RDDs: Transformation and Actions

  • for Scala collection:
    • transformers: return new collections as results. map, filter, flatMap, groupBy.
    • accessors: return singles values. reduce, fold, aggregate.
  • similarly, Spark defines transformations and actions on RDDs:
    • transformations: return new RDDs. It’s lazy that its result is not immediately computed.
    • actions: compute a result based on an RDD, and either returned or saved to an external storage system. It’s eager (instead of lazy).
  • laziness/eagerness is how we can limit network communication using the programming model.
  • common transformations (lazy):
    • map: map[B](f: A => B): RDD[B].
    • flatMap: flatMap[B](f: A => TraversableOnce[B]).
    • filter: filter(pred: A => Boolean).
    • distinct: distinct(): RDD[B].
  • common actions (eager):
    • collect: collect(): Array[T], return all elements from RDD.
    • count: count(): Long, return the number of elements in the RDD.
    • take: take(n: Int): Array[T], return the first n elements of the RDD.
    • reduce: reduce(op: (A, A) => A).
    • foreach: foreach(f: T => Unit).
  • Spark computes RDDs the first time they are used in an action, which helps when processing large amounts of data.
  • Spark leverages this by analyzing and optimizing the chain of operations before executing it.

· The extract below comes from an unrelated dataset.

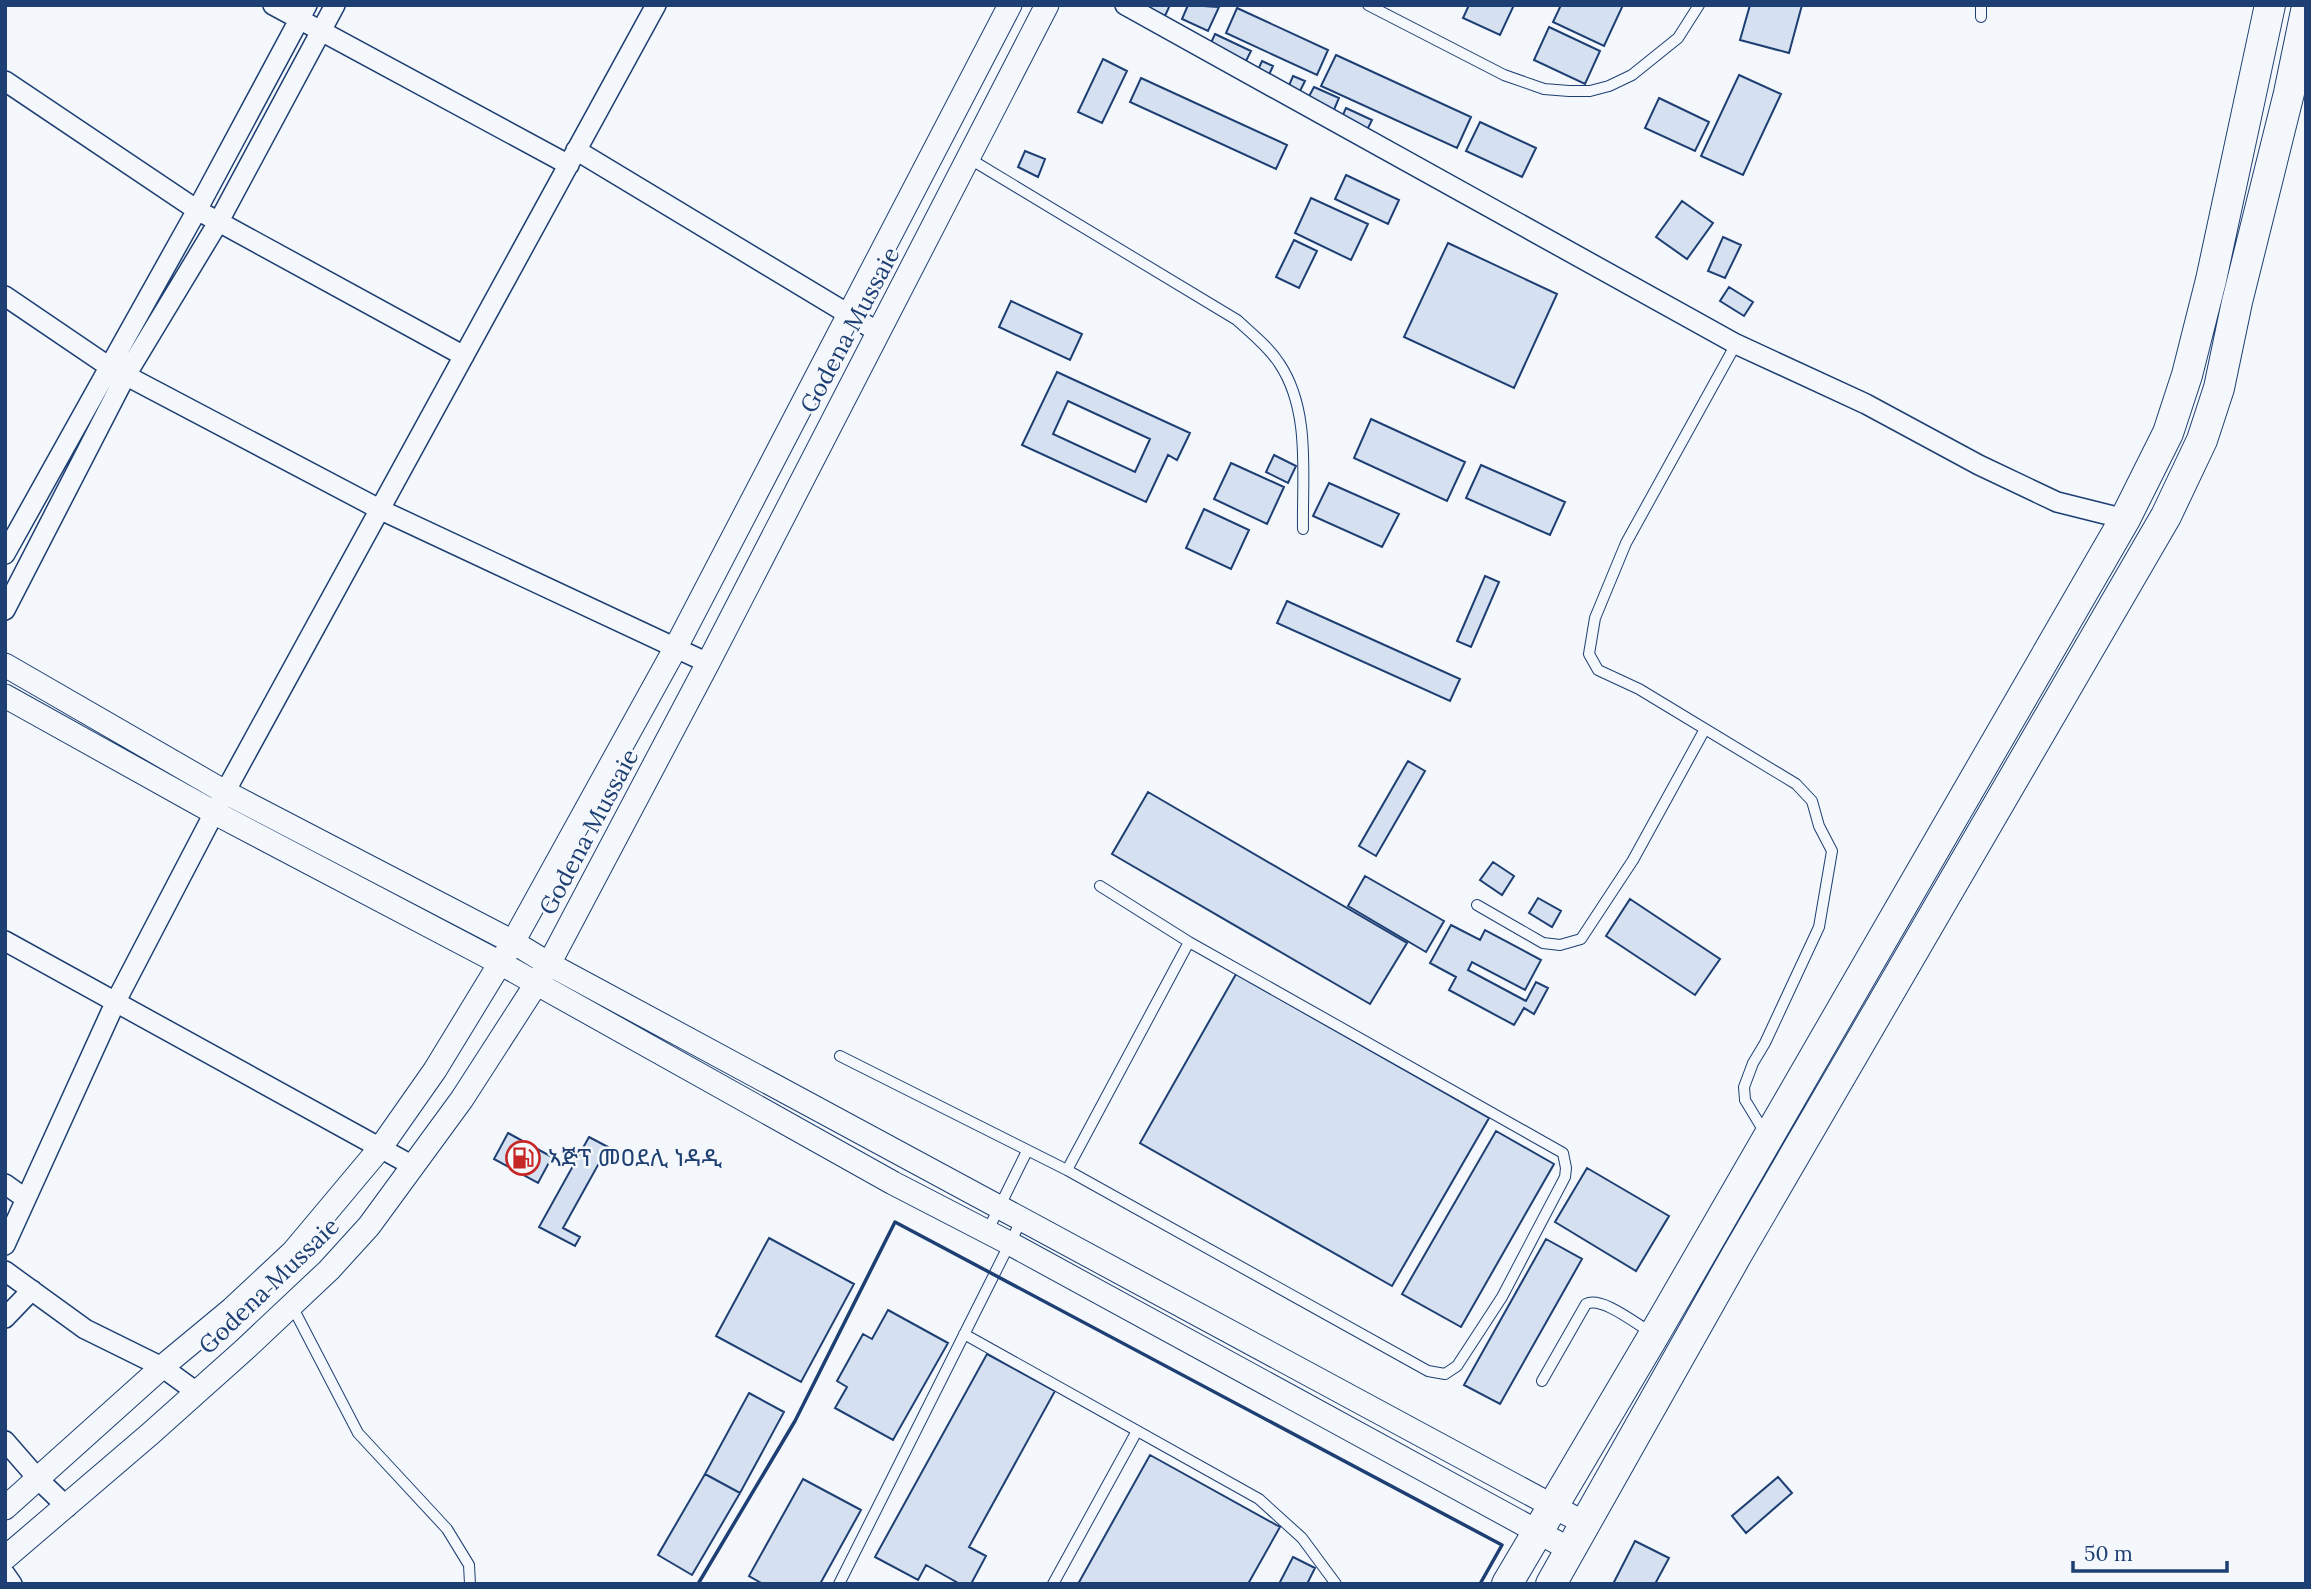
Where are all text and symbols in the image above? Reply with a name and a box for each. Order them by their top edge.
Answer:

    val firstlogsWithErrors = lastYearslogs.filter(_.contains("ERROR")) .take(10)
    * The execution of filter is deferred until the take action is applied.
    * As soon as 10 elements of the filtered RDD have been computed,
    * firstLogsWithErrors is done.
  • transformations on two RDDs:

    • union: union(other: RDD[T]): RDD[T].
    • intersection: intersection(other: RDD[T]): RDD[T].
    • subtract: subtract(other: RDD[T]): RDD[T].
    • cartesian: cartesian[U](other: RDD[U]): RDD[(T, U)].
  • other useful actions
    • takeSample: takeSample(withRepl: Boolean, num: Int): Array[T], return an array of a random sample of num elements of the dataset, with or without replacement.
    • takeOrdered: takeOrdered(num: Int)(implicit ord: Ordering[T]): Array[T], return the first n elements of the RDDs using either their natural order or a custom comparator.
    • saveAsTextFile: saveAsTextFile(path: String): Unit, write the elements of the dataset as a text file in the local filesystem or HDFS.
    • saveAsSequenceFile: saveAsSequenceFile(path: String): Unit, write the elements of the dataset as a Hadoop SequenceFile in the local filesystem or HDFS.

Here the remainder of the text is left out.